The answer must consist of every line below containing "text".

Dataset excerpts Start Marker

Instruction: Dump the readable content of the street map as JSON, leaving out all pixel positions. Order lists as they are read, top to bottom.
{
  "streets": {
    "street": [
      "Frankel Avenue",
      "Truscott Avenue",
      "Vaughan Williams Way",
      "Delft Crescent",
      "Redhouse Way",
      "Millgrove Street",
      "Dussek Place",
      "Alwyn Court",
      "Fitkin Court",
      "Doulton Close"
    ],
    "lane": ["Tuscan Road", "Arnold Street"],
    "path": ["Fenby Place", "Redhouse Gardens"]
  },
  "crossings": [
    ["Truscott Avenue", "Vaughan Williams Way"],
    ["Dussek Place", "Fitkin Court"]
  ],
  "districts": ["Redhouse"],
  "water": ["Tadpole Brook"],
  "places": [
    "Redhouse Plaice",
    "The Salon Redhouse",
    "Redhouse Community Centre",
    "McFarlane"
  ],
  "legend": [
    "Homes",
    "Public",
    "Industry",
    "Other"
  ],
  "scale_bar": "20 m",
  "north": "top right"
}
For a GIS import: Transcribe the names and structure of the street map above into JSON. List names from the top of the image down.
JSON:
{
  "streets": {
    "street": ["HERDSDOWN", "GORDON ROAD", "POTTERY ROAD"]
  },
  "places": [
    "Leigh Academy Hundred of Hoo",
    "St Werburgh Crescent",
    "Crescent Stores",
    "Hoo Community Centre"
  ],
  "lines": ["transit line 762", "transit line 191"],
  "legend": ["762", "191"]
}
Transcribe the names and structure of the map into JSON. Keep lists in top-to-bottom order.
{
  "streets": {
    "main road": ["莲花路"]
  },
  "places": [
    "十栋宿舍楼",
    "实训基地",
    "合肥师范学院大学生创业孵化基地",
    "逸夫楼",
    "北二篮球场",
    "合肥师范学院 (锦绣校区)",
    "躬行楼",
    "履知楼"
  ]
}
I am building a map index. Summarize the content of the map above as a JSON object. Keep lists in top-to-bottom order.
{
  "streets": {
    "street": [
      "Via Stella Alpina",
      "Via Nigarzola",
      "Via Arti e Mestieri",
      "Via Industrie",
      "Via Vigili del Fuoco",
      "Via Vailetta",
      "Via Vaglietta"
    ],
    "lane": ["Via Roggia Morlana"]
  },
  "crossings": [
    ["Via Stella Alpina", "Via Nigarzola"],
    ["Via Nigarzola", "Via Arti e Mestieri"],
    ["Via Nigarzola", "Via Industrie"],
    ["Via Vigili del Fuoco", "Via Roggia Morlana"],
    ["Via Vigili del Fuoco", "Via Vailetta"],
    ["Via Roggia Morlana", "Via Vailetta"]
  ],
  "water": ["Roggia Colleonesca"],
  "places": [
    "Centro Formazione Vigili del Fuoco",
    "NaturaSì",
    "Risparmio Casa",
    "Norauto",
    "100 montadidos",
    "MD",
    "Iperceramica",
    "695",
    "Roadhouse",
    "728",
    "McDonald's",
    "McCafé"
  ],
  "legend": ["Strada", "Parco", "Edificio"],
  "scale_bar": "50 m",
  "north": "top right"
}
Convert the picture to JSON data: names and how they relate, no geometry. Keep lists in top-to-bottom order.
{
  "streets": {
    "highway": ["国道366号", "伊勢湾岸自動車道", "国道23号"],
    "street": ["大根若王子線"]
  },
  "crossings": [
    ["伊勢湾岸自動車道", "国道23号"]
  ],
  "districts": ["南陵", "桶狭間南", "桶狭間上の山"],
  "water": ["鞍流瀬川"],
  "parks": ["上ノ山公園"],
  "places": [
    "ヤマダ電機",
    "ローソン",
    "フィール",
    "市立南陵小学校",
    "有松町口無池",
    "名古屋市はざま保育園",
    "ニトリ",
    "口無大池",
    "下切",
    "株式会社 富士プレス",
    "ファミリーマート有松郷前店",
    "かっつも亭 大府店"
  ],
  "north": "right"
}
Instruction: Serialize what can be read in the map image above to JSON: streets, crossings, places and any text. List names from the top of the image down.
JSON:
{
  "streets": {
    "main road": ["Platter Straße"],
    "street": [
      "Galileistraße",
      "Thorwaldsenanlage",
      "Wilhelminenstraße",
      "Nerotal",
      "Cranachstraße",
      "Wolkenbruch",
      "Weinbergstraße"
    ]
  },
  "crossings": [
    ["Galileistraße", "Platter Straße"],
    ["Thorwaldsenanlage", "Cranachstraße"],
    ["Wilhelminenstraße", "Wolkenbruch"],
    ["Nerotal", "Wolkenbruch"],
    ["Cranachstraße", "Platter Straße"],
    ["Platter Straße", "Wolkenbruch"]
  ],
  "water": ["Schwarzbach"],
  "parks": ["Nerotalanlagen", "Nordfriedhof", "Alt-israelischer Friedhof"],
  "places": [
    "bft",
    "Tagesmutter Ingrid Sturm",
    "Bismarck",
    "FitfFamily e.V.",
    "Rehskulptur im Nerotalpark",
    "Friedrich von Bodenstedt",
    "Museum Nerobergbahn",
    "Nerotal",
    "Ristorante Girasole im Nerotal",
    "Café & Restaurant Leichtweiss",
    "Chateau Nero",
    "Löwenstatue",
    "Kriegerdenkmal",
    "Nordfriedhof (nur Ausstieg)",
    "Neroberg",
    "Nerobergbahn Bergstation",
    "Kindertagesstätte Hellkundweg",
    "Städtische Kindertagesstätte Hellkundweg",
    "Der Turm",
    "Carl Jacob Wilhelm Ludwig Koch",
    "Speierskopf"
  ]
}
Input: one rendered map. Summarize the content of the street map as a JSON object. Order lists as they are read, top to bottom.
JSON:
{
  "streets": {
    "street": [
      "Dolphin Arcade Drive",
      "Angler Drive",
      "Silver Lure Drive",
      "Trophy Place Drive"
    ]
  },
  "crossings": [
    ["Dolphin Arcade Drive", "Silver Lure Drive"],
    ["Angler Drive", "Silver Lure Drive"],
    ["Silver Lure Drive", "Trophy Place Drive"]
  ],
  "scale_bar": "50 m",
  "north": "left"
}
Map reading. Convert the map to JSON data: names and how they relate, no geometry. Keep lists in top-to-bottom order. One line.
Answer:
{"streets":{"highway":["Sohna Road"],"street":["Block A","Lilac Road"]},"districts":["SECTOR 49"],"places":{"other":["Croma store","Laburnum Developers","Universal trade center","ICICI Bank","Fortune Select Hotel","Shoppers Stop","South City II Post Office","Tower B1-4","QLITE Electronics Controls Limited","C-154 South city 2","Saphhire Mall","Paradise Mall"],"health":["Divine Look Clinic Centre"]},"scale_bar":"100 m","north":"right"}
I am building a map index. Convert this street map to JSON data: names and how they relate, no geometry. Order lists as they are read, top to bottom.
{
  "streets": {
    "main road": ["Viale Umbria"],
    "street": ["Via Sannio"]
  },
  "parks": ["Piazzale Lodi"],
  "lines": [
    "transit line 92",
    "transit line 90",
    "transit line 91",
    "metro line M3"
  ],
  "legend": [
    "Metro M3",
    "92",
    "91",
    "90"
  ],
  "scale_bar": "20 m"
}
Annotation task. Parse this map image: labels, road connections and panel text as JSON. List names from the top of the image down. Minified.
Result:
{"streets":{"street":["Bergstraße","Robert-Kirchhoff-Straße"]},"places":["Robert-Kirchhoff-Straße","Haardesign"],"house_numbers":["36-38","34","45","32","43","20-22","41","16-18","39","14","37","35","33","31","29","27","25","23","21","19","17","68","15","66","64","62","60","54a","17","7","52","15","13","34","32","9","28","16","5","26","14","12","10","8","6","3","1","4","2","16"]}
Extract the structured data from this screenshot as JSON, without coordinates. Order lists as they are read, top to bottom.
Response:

Dataset excerpts End Marker

#### Answer to this exercise
Instruction: Serialize what can be read in the map image above to JSON: streets, crossings, places and any text. List names from the top of the image down.
Annotation task. Parse this map image: labels, road connections and panel text as JSON. List names from the top of the image down. Minified.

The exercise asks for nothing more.